Looking back, he noted a few of his accomplishments in a video that was shown to the crowd. Among those are the 11 budget surpluses the city has seen since he was elected, the fact that Warwick has the highest bond rating of any city in the state of Rhode Island, the preservation of Rocky Point and Morris Farm, the creation of the Gorton Pond fishing pier, his efforts to help bring the Warwick Mall back to life after the historic floods and his efforts to mediate a 10-year dispute concerning airport expansion.
For Avedisian, these accomplishments were met due to the teamwork of elected officials in Warwick, no matter their political affiliation.
“It’s really important to talk about how there is no Democratic way to pick up the trash, there is no Independent way to pick up the trash and there is no Republican way to pick up the trash,” he said. “But, come hell or high water, by the end of the day we better have picked up the trash and that’s what this city is all about. It’s putting people together and making things work so we can not only look back … but project forward.”
Ward 1 Councilman Steven Colantuono, who attended the event with his wife, Maya, agreed. He offered a few kind words to the mayor.
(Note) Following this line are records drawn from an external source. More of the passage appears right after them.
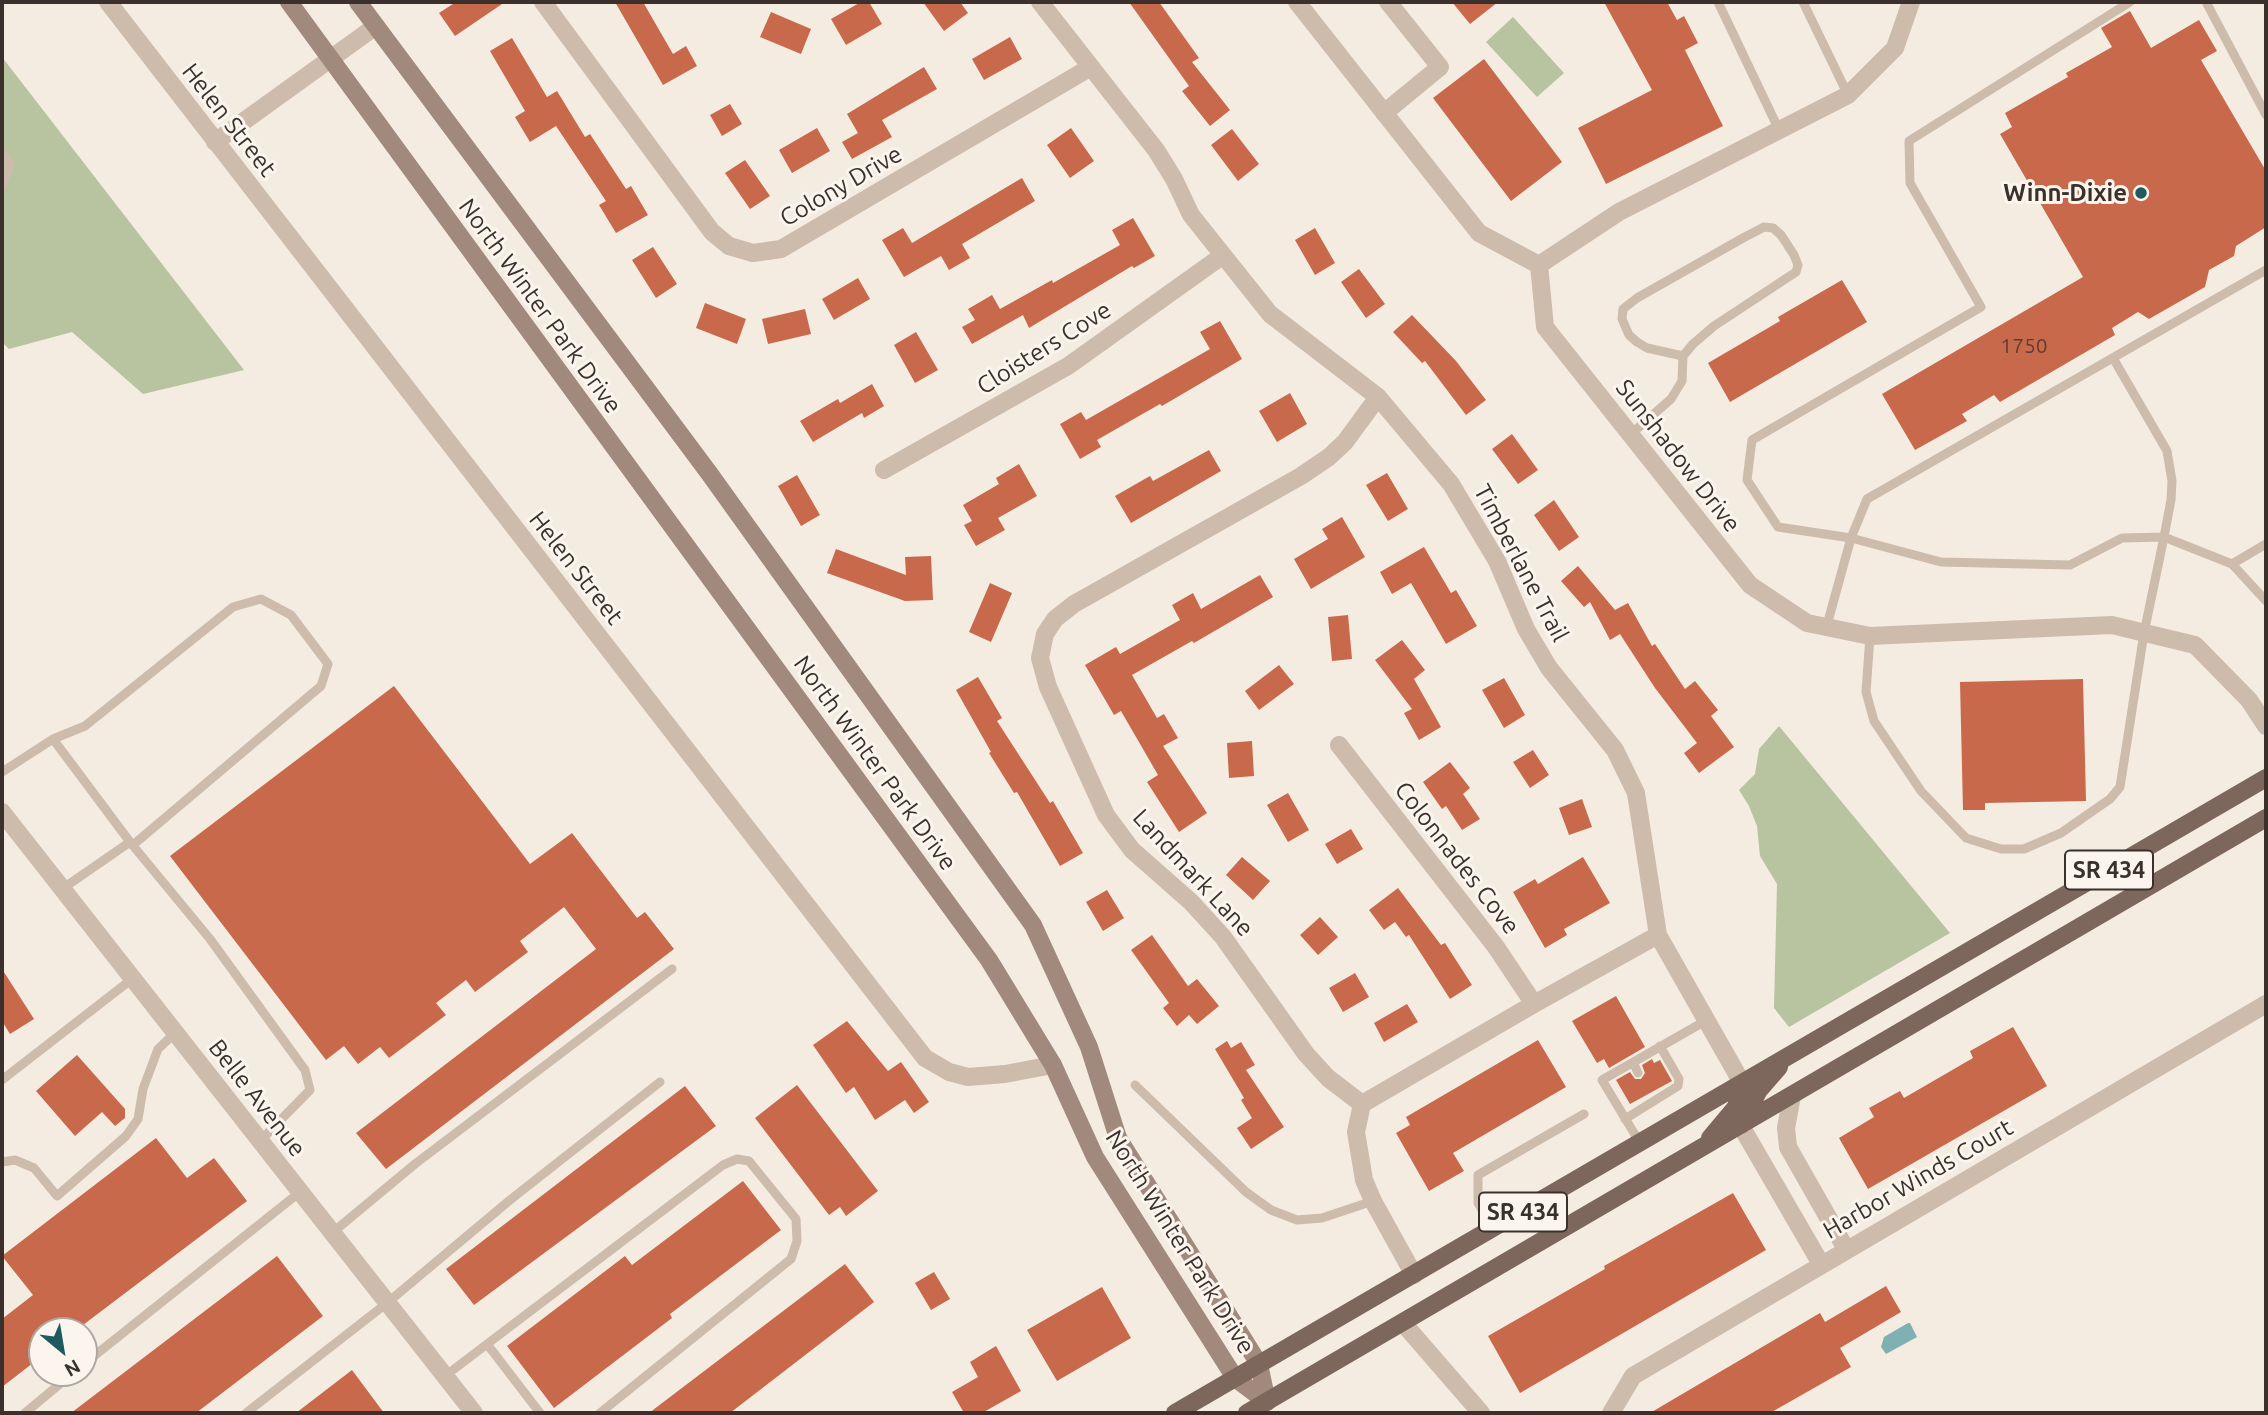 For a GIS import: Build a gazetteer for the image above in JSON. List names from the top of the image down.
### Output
{
  "streets": {
    "main road": ["SR 434"],
    "street": [
      "Helen Street",
      "Colony Drive",
      "North Winter Park Drive",
      "Cloisters Cove",
      "Sunshadow Drive",
      "Timberlane Trail",
      "Colonnades Cove",
      "Landmark Lane",
      "Belle Avenue",
      "Harbor Winds Court"
    ]
  },
  "crossings": [
    ["Helen Street", "North Winter Park Drive"],
    ["Colony Drive", "Timberlane Trail"],
    ["North Winter Park Drive", "SR 434"],
    ["Cloisters Cove", "Timberlane Trail"],
    ["Timberlane Trail", "SR 434"],
    ["Timberlane Trail", "Landmark Lane"]
  ],
  "places": ["Winn-Dixie"],
  "house_numbers": ["1750"],
  "north": "bottom right"
}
“When Scott asked me to run a few years back, I was a little timid about it,” he said. “But, as things got going and as we made our way through it, I found out it was the team to be on. We support each other and work together to reach common goals.”
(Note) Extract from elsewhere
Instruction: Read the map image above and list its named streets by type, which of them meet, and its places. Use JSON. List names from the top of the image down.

Cranston Mayor Allan Fung also spoke highly of Avedisian.
“We’re all here in the positions we’re in and owe a great debt of gratitude to this gentleman,” Fung said. “He’s done so much to help develop the great city of Warwick. More importantly, he’s taken the time to help develop people. That’s a testament to the type of person Scott is.”
Aside from Colantuono and Fung, other notable guests included Governor Lincoln Chafee, Johnston Mayor Joseph Polisena, Pawtucket Mayor Donald Grebien, plus Warwick Council President Bruce Place, Ward 3 Councilwoman Camille Vella-Wilkinson and Ward 8 Councilman Ray Gallucci.
While none of them addressed the gathering, Mark Russell, a close friend of Avedisian’s who has helped him with previous campaigns, severed as master of ceremonies for the evening and sang praises of the mayor.
“It’s often been said, ‘It doesn’t matter if you win or lose, it’s how you play the game,’” said Russell. “I think a better way to put it is, ‘Whether you win or lose will depend on how you play the game.’ Life is a game, politics is a game, and how you do depends on how you play. Scott’s been successful and there’s a reason: he’s played the game with integrity, honesty, determination and fairness for 22 years. That’s why he is where he is today and that’s why the city of Warwick is where it is today.”
So far, no other Republican or Democratic candidate has announced for mayor. Ward 4 Councilman Joseph Solomon, who it was thought would run, said last week that running for higher office requires significant personal sacrifices. “I’m leaning toward where I am,” he said.